What you have to do:
Repeat the material exactly from its first line to the line that includes "translate:-50% -50%; white-space:nowrap;". Skip pictures.

Extracted data:
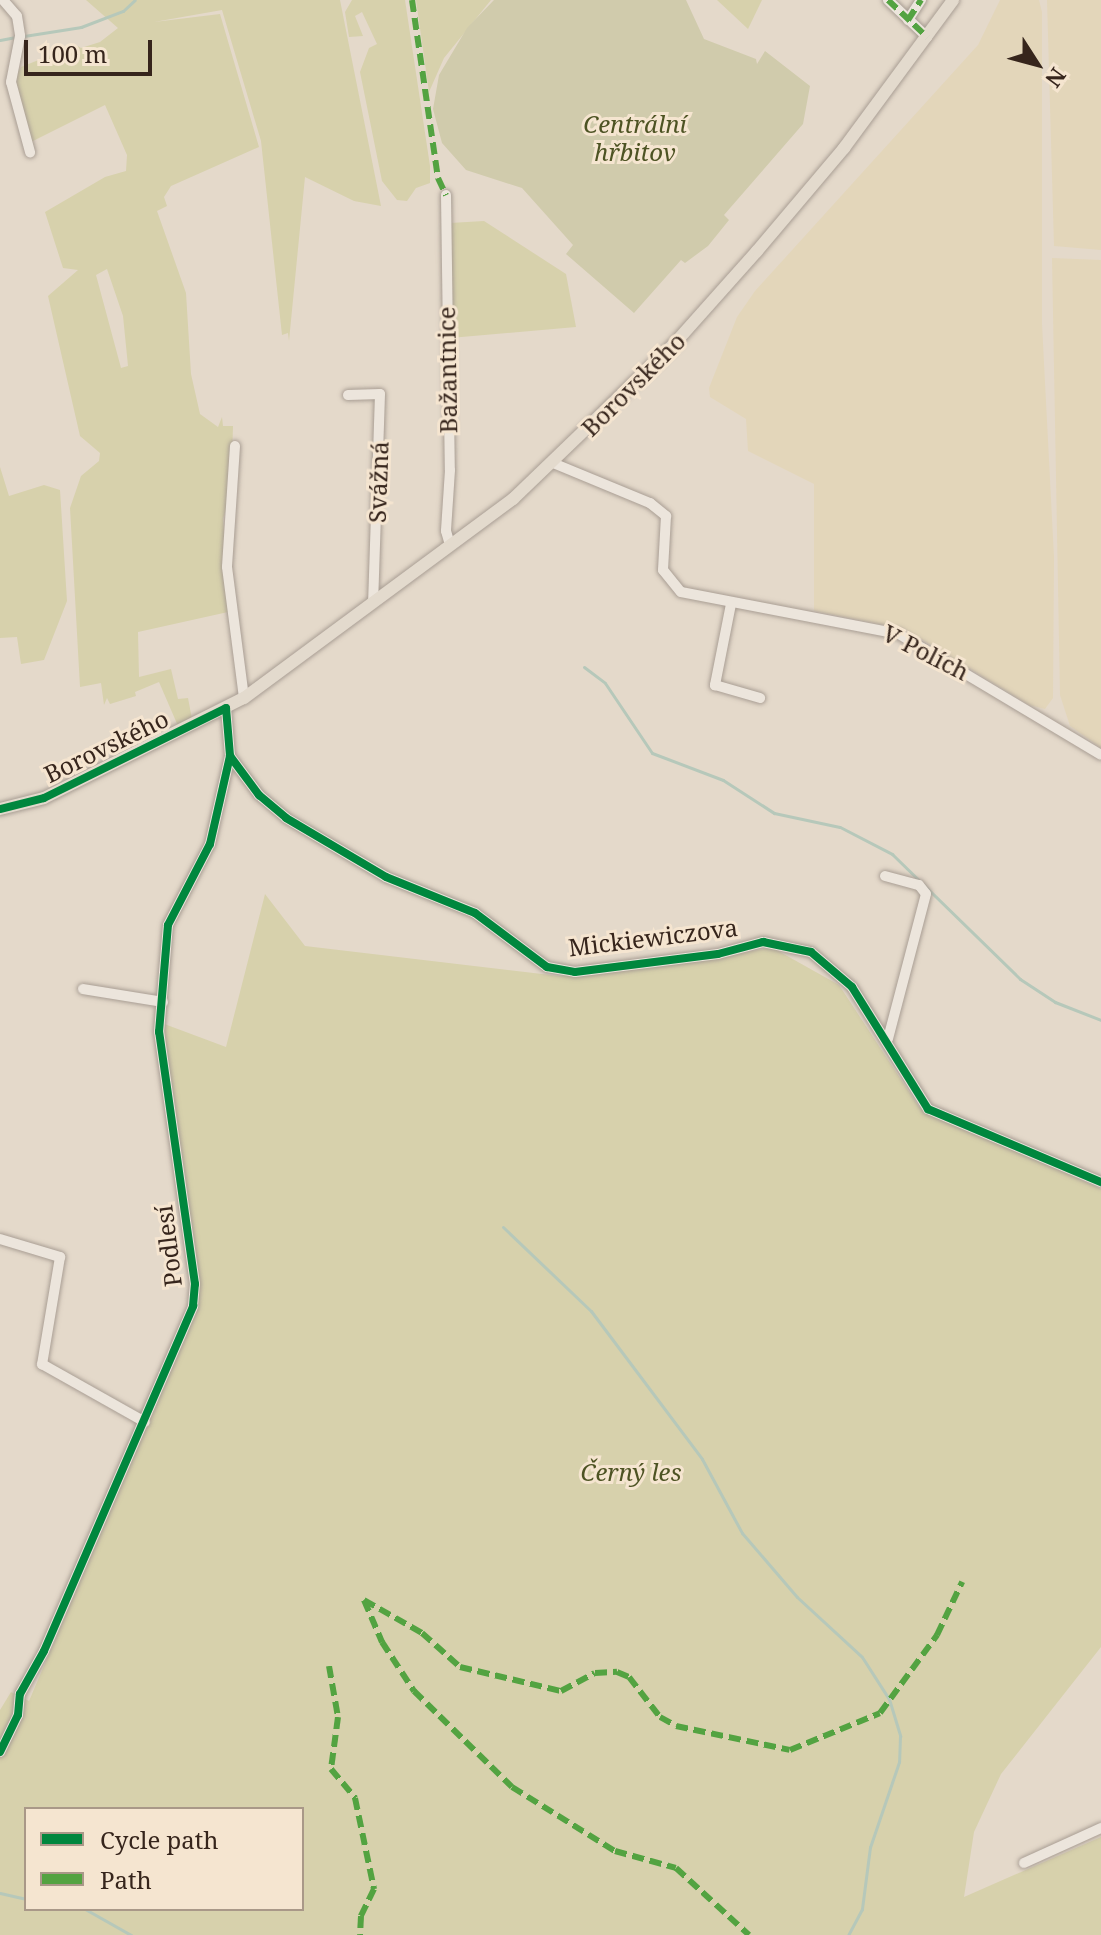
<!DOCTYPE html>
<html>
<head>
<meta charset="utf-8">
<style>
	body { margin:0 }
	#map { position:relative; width:1101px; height:1935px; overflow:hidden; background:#e4d9ca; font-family:"Noto Serif",serif }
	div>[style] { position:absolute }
	.farmland>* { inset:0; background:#e3d6ba }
	.green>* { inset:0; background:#d7d1ac }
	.cemetery>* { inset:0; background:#d0cbac }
	.stream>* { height:3px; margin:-1.5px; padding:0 1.5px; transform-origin:1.5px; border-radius:1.5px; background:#b6c8ba }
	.roads { filter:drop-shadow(0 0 2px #a99e94) drop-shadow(0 0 2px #a99e94) }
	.minor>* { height:10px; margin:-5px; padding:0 5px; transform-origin:5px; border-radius:5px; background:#ece5dc }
	.major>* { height:12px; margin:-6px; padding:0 6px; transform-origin:6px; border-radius:6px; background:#e3dacd }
	.quiet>* { height:6px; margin-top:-3px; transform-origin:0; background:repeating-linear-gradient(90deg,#53a341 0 12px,transparent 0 18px) }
	.cycleway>* { height:8px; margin:-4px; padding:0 4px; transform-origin:4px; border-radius:4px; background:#00873e }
	span { translate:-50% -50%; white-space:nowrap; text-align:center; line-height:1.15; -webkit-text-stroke:6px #f5e5d0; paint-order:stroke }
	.park-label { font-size:24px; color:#4d5323; font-style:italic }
	.street-label { font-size:24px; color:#36251c }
	.legend { position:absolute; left:24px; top:1807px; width:280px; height:104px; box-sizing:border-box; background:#f5e5d0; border:2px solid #a99888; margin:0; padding:10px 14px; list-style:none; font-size:24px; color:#36251c }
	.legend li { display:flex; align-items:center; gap:16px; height:40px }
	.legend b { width:40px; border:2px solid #a99888 }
	.north { position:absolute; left:997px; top:24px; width:80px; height:80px; -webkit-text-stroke:6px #f5e5d0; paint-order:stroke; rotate:126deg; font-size:22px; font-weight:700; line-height:32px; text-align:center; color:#36251c }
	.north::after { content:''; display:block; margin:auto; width:28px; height:36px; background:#36251c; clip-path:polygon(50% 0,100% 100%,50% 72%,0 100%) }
	.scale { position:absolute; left:24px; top:40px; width:128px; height:36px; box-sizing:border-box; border:4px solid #36251c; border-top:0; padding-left:10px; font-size:24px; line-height:28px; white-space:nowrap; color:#36251c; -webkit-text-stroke:6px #f5e5d0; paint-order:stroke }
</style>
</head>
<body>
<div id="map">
	<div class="farmland">
		<i style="clip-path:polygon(1000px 0,1039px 0,1042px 12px,1042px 324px,1054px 557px,1053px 698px,1045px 709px,1029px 705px,905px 629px,814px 611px,814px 484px,748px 451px,746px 419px,710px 397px,709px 388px,737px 317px,755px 291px,978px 45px)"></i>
		<i style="clip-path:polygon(1047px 0,1101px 0,1101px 250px,1054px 246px)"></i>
		<i style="clip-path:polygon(1052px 258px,1101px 260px,1101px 748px,1070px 726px,1060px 695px)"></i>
	</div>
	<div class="green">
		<i style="clip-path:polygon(evenodd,86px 0,340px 0,381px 206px,354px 201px,305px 177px,289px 341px,288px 333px,282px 335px,261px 141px,222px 10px,154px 22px,220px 14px,259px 147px,171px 186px,164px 197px,167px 206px,157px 211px,186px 293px,191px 374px,200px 414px,218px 427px,222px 417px,223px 426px,233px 426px,231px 493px,223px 519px,236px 664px,228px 612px,138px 632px,139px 677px,171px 669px,178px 699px,188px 698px,192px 719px,178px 726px,159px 682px,135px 692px,136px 696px,110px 704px,107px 698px,104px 705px,101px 683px,80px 687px,70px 508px,81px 476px,99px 461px,100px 453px,80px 436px,48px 296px,78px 270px,63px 268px,45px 212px,105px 177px,126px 171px,127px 155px,105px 105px,29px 143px,13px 79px,21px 67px,76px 45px,81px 48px,100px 42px,118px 28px,86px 0,107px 269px,123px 316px,128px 366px,121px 368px,96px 275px,107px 269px)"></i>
		<i style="clip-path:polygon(352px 0,405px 0,430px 166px,430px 183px,416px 188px,407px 201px,397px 200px,382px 181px,360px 72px,369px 48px,377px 44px,362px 12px,355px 16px,363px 36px,349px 37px,345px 12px)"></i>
		<i style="clip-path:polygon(416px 0,491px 0,444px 58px,429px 92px)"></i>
		<i style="clip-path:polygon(717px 0,762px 0,748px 29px)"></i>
		<i style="clip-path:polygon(484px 221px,566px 274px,576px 327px,450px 338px,450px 223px)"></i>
		<i style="clip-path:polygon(0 467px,9px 496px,44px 485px,60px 490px,67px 601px,44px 660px,21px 664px,17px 637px,0 638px)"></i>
		<i style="clip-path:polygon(evenodd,265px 894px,305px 946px,559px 976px,773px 948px,839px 985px,919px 1107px,1101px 1189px,1101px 1647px,1001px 1774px,974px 1832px,964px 1897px,1101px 1837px,1101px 1935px,0 1935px,0 1710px,11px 1692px,29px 1701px,198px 1304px,159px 1022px,226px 1047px,265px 894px,26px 1809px,302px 1809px,302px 1909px,26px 1909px,26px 1809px)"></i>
	</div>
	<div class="cemetery">
		<i style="clip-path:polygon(494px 0,686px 0,704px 39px,756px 59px,757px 64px,765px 51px,810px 86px,803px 124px,724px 215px,729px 220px,708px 246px,685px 263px,681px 260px,634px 313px,566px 254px,573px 245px,522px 188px,466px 170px,442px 143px,433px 109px,439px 75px,467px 28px)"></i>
	</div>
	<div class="stream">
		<i style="left:24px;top:36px;width:58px;rotate:-9deg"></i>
		<i style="left:81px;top:27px;width:45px;rotate:-20.9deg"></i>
		<i style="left:123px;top:11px;width:16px;rotate:-43deg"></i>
		<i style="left:0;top:40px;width:16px;rotate:-11deg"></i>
		<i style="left:584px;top:667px;width:26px;rotate:37deg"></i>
		<i style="left:605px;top:683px;width:84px;rotate:56.1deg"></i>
		<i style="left:652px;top:753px;width:76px;rotate:20.8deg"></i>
		<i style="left:723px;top:780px;width:61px;rotate:32.9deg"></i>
		<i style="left:774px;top:813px;width:67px;rotate:12deg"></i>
		<i style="left:840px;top:827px;width:59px;rotate:27.4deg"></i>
		<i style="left:892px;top:854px;width:179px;rotate:44.3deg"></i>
		<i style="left:1020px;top:979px;width:42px;rotate:33.3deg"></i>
		<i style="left:1055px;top:1002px;width:49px;rotate:21.4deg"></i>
		<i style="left:503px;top:1227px;width:122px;rotate:43.7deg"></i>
		<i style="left:591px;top:1311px;width:185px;rotate:53.1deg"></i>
		<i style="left:702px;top:1459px;width:84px;rotate:61.6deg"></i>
		<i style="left:742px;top:1533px;width:84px;rotate:49.3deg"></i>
		<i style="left:797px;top:1597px;width:88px;rotate:42.7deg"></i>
		<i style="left:862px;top:1657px;width:50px;rotate:57.3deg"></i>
		<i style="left:889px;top:1699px;width:39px;rotate:73deg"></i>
		<i style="left:900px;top:1736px;width:26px;rotate:92deg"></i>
		<i style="left:899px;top:1762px;width:90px;rotate:108.8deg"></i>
		<i style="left:870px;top:1847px;width:63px;rotate:97.4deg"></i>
		<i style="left:862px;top:1909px;width:30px;rotate:118deg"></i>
		<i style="left:0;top:1893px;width:27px;rotate:13deg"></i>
		<i style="left:85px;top:1909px;width:53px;rotate:29.5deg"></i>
	</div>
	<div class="roads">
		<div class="minor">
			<i style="left:3px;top:0;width:21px;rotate:49deg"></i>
			<i style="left:17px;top:16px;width:20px;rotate:81deg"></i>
			<i style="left:20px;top:36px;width:47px;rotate:101.1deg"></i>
			<i style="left:11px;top:82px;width:73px;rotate:74.8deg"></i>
			<i style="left:888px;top:0;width:54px;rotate:43.5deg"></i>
			<i style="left:908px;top:20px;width:24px;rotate:-57deg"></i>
			<i style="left:446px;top:195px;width:275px;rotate:89.2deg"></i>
			<i style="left:450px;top:470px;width:61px;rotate:93.8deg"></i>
			<i style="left:446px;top:531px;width:15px;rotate:74deg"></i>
			<i style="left:348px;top:395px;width:32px;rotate:-2deg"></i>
			<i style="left:380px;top:394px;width:209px;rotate:91.9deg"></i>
			<i style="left:235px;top:446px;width:121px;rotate:93.8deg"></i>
			<i style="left:227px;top:567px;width:132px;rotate:82.6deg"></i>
			<i style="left:553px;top:463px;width:105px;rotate:22.4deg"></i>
			<i style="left:650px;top:503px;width:21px;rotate:39deg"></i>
			<i style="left:666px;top:516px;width:54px;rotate:93.2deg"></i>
			<i style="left:663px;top:570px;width:28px;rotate:51deg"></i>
			<i style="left:681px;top:592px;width:222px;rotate:10.9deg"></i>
			<i style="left:899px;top:634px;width:235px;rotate:30.9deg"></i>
			<i style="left:731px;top:604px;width:83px;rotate:101.2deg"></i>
			<i style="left:715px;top:685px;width:47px;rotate:16.1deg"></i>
			<i style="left:226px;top:708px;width:48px;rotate:85.2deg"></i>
			<i style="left:230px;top:756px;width:49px;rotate:53.4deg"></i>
			<i style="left:259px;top:795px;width:35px;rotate:40deg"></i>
			<i style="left:286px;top:818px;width:116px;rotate:30.5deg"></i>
			<i style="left:386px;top:877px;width:96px;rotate:22deg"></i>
			<i style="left:475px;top:913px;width:90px;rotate:36.9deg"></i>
			<i style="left:547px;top:967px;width:28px;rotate:10deg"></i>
			<i style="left:575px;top:972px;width:144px;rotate:-7.2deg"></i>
			<i style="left:718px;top:954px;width:47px;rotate:-14.9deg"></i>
			<i style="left:763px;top:942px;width:49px;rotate:11.8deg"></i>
			<i style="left:811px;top:952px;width:54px;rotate:40.5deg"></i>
			<i style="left:852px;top:987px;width:144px;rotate:58.1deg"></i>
			<i style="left:928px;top:1109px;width:188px;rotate:22.9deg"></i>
			<i style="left:885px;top:876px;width:35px;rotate:15deg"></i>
			<i style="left:919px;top:885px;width:11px;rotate:52deg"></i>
			<i style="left:926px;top:894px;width:150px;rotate:104.7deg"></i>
			<i style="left:83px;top:989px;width:81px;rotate:9.2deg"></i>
			<i style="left:0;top:1239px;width:63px;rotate:16.7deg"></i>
			<i style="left:60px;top:1257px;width:109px;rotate:99.5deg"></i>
			<i style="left:42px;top:1364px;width:118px;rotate:29.4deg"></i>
			<i style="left:0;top:1752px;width:41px;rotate:-64.1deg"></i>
			<i style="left:18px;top:1715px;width:21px;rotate:-85deg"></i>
			<i style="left:20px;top:1694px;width:49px;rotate:-60.8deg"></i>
			<i style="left:44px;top:1651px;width:376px;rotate:-66.6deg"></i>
			<i style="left:193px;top:1306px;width:22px;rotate:-85deg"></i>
			<i style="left:195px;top:1284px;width:255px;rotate:-98.1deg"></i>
			<i style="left:159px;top:1032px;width:107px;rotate:-85.2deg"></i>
			<i style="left:168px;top:925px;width:91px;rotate:-62.6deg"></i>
			<i style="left:210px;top:844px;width:90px;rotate:-77.2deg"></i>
			<i style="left:1024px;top:1863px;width:85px;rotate:-24.4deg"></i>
		</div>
		<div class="major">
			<i style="left:0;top:809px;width:45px;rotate:-14deg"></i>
			<i style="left:44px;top:798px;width:224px;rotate:-26.6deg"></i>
			<i style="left:244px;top:698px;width:335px;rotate:-36.5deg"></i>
			<i style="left:513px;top:499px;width:225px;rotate:-43.9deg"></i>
			<i style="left:675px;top:343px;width:123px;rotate:-48.3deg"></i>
			<i style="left:757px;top:251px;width:135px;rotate:-49.8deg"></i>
			<i style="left:844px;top:148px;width:184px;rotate:-53.6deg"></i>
		</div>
	</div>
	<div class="quiet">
		<i style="left:412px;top:0;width:180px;rotate:81.7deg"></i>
		<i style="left:438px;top:178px;width:19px;rotate:65deg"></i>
		<i style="left:888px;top:0;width:54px;rotate:43.5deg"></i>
		<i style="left:908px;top:20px;width:24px;rotate:-57deg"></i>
		<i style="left:364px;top:1600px;width:67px;rotate:29.6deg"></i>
		<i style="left:422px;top:1633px;width:51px;rotate:41.8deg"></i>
		<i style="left:460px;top:1667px;width:104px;rotate:13.4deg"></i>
		<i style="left:561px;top:1691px;width:38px;rotate:-28deg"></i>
		<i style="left:595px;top:1673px;width:22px;rotate:-3deg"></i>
		<i style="left:617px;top:1672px;width:13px;rotate:23deg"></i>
		<i style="left:629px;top:1677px;width:51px;rotate:52.2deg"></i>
		<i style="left:660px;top:1717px;width:18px;rotate:29deg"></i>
		<i style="left:676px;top:1726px;width:116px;rotate:11.9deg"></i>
		<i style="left:790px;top:1750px;width:97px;rotate:-22.3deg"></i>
		<i style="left:880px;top:1713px;width:97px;rotate:-53.8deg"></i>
		<i style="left:937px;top:1635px;width:59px;rotate:-64.7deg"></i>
		<i style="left:364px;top:1600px;width:46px;rotate:66.8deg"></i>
		<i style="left:382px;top:1642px;width:59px;rotate:56.9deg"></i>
		<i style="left:414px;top:1691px;width:137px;rotate:44.4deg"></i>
		<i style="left:512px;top:1787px;width:121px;rotate:31.9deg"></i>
		<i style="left:615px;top:1851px;width:63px;rotate:15.6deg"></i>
		<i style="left:676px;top:1868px;width:99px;rotate:42.5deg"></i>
		<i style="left:329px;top:1666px;width:52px;rotate:80deg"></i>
		<i style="left:338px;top:1717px;width:52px;rotate:97.7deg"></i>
		<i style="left:331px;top:1769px;width:38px;rotate:50deg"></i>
		<i style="left:355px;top:1798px;width:93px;rotate:78.2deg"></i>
		<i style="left:374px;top:1889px;width:30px;rotate:116deg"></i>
		<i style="left:361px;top:1916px;width:19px;rotate:93deg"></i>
	</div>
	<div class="cycleway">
		<i style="left:0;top:809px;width:45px;rotate:-14deg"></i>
		<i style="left:44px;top:798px;width:203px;rotate:-26.3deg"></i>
		<i style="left:226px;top:708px;width:48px;rotate:85.2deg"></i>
		<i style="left:230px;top:756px;width:49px;rotate:53.4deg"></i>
		<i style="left:259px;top:795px;width:35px;rotate:40deg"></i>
		<i style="left:286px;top:818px;width:116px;rotate:30.5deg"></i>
		<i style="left:386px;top:877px;width:96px;rotate:22deg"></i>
		<i style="left:475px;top:913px;width:90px;rotate:36.9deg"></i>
		<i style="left:547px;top:967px;width:28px;rotate:10deg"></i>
		<i style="left:575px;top:972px;width:144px;rotate:-7.2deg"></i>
		<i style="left:718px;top:954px;width:47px;rotate:-14.9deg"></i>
		<i style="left:763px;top:942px;width:49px;rotate:11.8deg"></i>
		<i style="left:811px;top:952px;width:54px;rotate:40.5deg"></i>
		<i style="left:852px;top:987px;width:144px;rotate:58.1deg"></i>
		<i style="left:928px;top:1109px;width:188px;rotate:22.9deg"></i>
		<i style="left:0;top:1752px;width:41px;rotate:-64.1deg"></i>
		<i style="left:18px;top:1715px;width:21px;rotate:-85deg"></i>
		<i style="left:20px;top:1694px;width:49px;rotate:-60.8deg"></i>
		<i style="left:44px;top:1651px;width:376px;rotate:-66.6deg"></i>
		<i style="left:193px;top:1306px;width:22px;rotate:-85deg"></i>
		<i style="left:195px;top:1284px;width:255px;rotate:-98.1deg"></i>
		<i style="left:159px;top:1032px;width:107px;rotate:-85.2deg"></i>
		<i style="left:168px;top:925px;width:91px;rotate:-62.6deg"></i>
		<i style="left:210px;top:844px;width:90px;rotate:-77.2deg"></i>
	</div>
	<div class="park-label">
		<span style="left:635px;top:138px">Centrální<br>hřbitov</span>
		<span style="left:631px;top:1472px">Černý les</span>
	</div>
	<div class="street-label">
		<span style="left:447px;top:370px;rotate:-91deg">Bažantnice</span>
		<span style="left:633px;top:384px;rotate:-45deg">Borovského</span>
		<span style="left:378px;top:482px;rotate:-88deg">Svážná</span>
		<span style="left:926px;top:652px;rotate:27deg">V Polích</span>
		<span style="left:106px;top:746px;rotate:-26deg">Borovského</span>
		<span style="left:653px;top:937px;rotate:-7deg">Mickiewiczova</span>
		<span style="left:168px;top:1246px;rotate:-97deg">Podlesí</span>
	</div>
	<ul class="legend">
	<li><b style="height:10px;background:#00873e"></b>Cycle path</li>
	<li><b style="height:10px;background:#53a341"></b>Path</li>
	</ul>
	<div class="north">N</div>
	<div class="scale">100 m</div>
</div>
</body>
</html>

Exercise response:
<!DOCTYPE html>
<html>
<head>
<meta charset="utf-8">
<style>
	body { margin:0 }
	#map { position:relative; width:1101px; height:1935px; overflow:hidden; background:#e4d9ca; font-family:"Noto Serif",serif }
	div>[style] { position:absolute }
	.farmland>* { inset:0; background:#e3d6ba }
	.green>* { inset:0; background:#d7d1ac }
	.cemetery>* { inset:0; background:#d0cbac }
	.stream>* { height:3px; margin:-1.5px; padding:0 1.5px; transform-origin:1.5px; border-radius:1.5px; background:#b6c8ba }
	.roads { filter:drop-shadow(0 0 2px #a99e94) drop-shadow(0 0 2px #a99e94) }
	.minor>* { height:10px; margin:-5px; padding:0 5px; transform-origin:5px; border-radius:5px; background:#ece5dc }
	.major>* { height:12px; margin:-6px; padding:0 6px; transform-origin:6px; border-radius:6px; background:#e3dacd }
	.quiet>* { height:6px; margin-top:-3px; transform-origin:0; background:repeating-linear-gradient(90deg,#53a341 0 12px,transparent 0 18px) }
	.cycleway>* { height:8px; margin:-4px; padding:0 4px; transform-origin:4px; border-radius:4px; background:#00873e }
	span { translate:-50% -50%; white-space:nowrap; text-align:center; line-height:1.15; -webkit-text-stroke:6px #f5e5d0; paint-order:stroke }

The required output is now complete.